Tracking (my) Ubuntu boot speed.

Measuring ones boot speed may just be another benchmark, but for mobile users it is particularly useful to have a fast boot for a truly mobile experience. When one turns on a cell phone or a portable music player, we expect it to be up and running within 5 seconds before we get frustrated. Computers running a “full OS” like Ubuntu, Windows, or Mac, have never come close to the 5 second mark. The only way they have come close is by putting the computers in hibernation or standby which drains the battery.

DISCLAIMER: The results shown below represents my personal experience and do not speak for all Ubuntu users. Based on your hardware, system setup, and benchmarking method, your experience may differ from mine. Please note that your mileage may vary. For those people coming to this post from a non Ubuntu OS, welcome and thank you for your interest. Now without further delay, here are the results with additional commentary below (Click the chart for a larger version):

Results for Ubuntu 8.10 Intrepid Ibex:
There was no announced goal for boot time in this release. I used a stopwatch on several occasions to record my time. On my hardware, Ubuntu 8.10 was the slowest booting version I had ever used with times often reaching two minutes.

Boot Speed in Ubuntu 9.04 Jaunty Jackalope:
Beginning in the Ubuntu 9.04 development cycle, Ubuntu had declared a war against slow boot times. The official goal was to decrease boot times to 25 seconds.
I tracked my boot speed by installing a program called bootchart and saved my best time of 70 seconds. A far cry from the 25 second goal, but a significant improvement over the previous release.

Boot Speed in Ubuntu 9.10 Karmic Koala:
Despite the official claim that boot time had decreased to less than 25 seconds, 9.10 did not improve boot speed over 9.04. I was getting boot times in the 100 second range for 9.10 Karmic compared to 75 seconds for 9.04 Jaunty. After using 9.10 for just 3 months, boot time had got even longer to just under the two minute mark. At this point I got frustrated and decided to join the 10.04 development cycle to track boot progress more seriously...

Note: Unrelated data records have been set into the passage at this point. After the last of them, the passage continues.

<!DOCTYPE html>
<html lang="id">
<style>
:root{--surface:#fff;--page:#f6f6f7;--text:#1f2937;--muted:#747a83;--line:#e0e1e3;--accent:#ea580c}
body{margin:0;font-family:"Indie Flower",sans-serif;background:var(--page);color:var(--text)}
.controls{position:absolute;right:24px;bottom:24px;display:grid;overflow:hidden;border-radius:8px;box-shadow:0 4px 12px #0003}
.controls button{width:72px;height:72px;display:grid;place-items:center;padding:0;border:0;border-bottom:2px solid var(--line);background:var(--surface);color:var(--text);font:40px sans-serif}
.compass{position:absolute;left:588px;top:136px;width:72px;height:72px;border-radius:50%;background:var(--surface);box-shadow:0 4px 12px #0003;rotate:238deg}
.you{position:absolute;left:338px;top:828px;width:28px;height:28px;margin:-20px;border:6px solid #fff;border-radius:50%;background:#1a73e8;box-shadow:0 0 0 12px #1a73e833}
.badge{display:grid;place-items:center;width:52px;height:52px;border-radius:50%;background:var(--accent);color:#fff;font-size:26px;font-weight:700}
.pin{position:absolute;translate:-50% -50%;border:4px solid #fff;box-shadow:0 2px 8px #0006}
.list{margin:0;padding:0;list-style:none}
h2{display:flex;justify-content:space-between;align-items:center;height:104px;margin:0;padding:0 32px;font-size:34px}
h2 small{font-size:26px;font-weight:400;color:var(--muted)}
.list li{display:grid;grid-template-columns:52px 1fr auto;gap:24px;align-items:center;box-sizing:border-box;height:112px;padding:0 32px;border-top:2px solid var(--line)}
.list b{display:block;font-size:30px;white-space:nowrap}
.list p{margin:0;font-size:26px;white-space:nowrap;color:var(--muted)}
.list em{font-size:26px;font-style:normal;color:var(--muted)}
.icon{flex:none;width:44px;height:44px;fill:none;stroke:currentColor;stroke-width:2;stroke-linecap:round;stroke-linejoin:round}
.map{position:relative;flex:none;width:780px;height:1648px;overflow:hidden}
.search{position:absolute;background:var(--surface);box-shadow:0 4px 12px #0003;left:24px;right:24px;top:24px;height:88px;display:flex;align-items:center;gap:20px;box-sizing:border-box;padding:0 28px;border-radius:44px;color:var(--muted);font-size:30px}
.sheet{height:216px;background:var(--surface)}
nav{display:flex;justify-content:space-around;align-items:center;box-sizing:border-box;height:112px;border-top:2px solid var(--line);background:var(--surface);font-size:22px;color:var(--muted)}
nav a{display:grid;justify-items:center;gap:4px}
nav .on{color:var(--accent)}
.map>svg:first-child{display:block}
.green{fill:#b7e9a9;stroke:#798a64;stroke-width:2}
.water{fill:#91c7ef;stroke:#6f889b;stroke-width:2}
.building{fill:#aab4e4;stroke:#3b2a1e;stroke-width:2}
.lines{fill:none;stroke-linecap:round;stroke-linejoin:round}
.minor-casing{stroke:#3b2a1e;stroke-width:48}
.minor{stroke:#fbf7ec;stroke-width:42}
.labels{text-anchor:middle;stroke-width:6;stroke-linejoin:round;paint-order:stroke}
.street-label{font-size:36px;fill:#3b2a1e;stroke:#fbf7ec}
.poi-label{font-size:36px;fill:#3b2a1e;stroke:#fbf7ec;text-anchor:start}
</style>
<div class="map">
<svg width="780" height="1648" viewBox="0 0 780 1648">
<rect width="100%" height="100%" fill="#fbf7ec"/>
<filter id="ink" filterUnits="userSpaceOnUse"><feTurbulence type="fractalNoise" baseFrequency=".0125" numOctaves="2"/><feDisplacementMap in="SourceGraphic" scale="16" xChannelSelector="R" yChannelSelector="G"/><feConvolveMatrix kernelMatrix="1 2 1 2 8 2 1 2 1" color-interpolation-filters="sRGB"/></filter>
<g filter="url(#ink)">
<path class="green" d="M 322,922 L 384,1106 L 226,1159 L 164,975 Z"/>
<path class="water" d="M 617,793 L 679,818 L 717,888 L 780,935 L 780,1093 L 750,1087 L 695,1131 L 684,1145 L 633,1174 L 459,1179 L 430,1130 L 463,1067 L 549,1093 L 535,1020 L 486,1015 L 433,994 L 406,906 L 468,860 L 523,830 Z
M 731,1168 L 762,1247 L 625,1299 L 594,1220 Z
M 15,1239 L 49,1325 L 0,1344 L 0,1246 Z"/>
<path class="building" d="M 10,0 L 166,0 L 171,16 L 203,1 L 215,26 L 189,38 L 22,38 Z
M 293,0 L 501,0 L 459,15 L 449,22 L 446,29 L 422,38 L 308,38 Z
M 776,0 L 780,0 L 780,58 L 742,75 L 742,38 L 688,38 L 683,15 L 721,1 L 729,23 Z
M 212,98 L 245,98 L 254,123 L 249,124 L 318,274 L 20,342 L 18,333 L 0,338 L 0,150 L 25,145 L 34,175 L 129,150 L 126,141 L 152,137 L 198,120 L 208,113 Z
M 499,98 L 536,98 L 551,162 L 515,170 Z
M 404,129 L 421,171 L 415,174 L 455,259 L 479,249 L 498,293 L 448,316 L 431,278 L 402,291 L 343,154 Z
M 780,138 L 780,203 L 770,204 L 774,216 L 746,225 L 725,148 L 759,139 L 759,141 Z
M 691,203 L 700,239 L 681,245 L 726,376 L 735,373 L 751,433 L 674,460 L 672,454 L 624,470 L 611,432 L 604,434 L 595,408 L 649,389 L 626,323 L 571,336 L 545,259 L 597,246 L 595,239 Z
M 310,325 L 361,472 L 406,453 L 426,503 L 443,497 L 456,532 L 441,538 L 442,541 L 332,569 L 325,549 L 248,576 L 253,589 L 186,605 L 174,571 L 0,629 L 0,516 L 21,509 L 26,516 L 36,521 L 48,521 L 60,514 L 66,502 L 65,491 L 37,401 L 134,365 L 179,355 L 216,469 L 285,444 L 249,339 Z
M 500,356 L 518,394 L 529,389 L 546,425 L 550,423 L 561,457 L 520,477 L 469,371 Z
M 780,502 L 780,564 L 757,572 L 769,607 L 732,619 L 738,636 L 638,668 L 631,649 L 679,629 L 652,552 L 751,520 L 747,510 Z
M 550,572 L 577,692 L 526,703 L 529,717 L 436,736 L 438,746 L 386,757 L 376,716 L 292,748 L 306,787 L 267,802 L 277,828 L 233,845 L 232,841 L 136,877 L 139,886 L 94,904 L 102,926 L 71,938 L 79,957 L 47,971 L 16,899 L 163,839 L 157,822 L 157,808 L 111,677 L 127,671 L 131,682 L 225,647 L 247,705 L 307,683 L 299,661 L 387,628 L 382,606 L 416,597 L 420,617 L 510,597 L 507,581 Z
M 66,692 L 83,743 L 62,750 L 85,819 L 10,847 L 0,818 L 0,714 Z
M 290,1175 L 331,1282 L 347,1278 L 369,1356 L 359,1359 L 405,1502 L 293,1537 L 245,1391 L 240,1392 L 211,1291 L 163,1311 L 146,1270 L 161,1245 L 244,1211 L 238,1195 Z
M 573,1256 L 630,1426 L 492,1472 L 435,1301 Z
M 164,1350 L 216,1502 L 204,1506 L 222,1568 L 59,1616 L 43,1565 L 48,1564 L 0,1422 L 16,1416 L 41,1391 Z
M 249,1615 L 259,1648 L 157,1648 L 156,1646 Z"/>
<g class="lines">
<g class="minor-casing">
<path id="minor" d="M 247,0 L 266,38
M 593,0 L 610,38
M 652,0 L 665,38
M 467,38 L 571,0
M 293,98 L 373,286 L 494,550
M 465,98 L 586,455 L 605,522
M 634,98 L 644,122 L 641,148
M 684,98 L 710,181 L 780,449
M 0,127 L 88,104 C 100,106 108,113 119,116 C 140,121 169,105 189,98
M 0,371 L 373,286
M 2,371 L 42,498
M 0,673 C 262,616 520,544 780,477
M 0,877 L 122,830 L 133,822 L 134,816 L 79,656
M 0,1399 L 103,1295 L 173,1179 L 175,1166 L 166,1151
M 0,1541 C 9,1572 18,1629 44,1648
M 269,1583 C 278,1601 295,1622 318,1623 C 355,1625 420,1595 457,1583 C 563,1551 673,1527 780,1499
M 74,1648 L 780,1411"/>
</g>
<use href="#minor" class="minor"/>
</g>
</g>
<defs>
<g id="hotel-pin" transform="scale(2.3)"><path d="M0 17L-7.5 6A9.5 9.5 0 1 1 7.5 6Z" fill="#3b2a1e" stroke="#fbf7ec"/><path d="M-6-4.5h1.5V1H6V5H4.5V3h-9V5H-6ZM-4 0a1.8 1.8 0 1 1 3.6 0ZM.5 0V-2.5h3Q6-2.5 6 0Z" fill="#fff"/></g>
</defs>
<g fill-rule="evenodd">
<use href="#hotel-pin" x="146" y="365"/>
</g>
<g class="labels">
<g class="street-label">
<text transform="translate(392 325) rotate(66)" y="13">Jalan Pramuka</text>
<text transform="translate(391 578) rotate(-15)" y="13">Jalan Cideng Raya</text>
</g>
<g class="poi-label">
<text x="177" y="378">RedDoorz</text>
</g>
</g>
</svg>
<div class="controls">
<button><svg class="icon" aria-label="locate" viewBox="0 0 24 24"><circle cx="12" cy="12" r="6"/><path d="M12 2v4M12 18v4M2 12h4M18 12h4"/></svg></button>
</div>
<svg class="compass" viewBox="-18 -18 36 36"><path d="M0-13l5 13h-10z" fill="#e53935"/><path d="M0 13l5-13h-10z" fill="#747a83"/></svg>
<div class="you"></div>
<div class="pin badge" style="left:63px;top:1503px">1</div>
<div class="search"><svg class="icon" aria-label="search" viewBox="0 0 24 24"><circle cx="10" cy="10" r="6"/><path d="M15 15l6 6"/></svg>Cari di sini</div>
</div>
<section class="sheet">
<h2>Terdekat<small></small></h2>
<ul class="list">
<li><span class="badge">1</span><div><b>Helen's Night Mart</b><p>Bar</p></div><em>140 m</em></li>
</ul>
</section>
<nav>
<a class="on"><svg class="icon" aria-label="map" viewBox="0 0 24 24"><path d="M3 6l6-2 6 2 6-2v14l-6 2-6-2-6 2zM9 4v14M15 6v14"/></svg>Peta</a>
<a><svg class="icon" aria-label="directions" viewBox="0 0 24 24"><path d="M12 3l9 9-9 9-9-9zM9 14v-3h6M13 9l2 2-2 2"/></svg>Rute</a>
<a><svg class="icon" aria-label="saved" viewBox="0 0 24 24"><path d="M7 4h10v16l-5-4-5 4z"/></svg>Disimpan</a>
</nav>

Measuring Boot Speed in Ubuntu 10.04 Lucid Lynx (development release):
While not yet released, a 10 second boot is the goal for this version and we will see if this comes true. I joined the 10.04 at alpha 2 beginning in January 2010. Since then, I would reboot at least 2 times a day and record the average times. On some occasions, rather nasty bugs were introduced which forced me to reboot many times leading to some really strange boot readings. On those occasions, I trashed the best and worst times before recording the average (Winter Olympics style). My time for January averaged 65 seconds which is already the best I have ever seen on my computer. In February my times got even better and I averaged 45 seconds. The results for March were even better at 39 seconds.

Final Thoughts:
Ubuntu 10.04 Lucid Lynx is shaping up to be a fast booting OS. While I'm not certain that I will hit the 10 second target, I am quite confidant that my average will drop to 25 seconds for April. Ubuntu 10.04 officially comes out in 21 days and I will most likely have a follow up post (and possibly a full review) to my results here.

1 comment:

  1. I'd love to see a hardware compatibility "wall of shame". Incompatible hardware seems to be the next hurdle we need to jump now that boot times are quite zippy.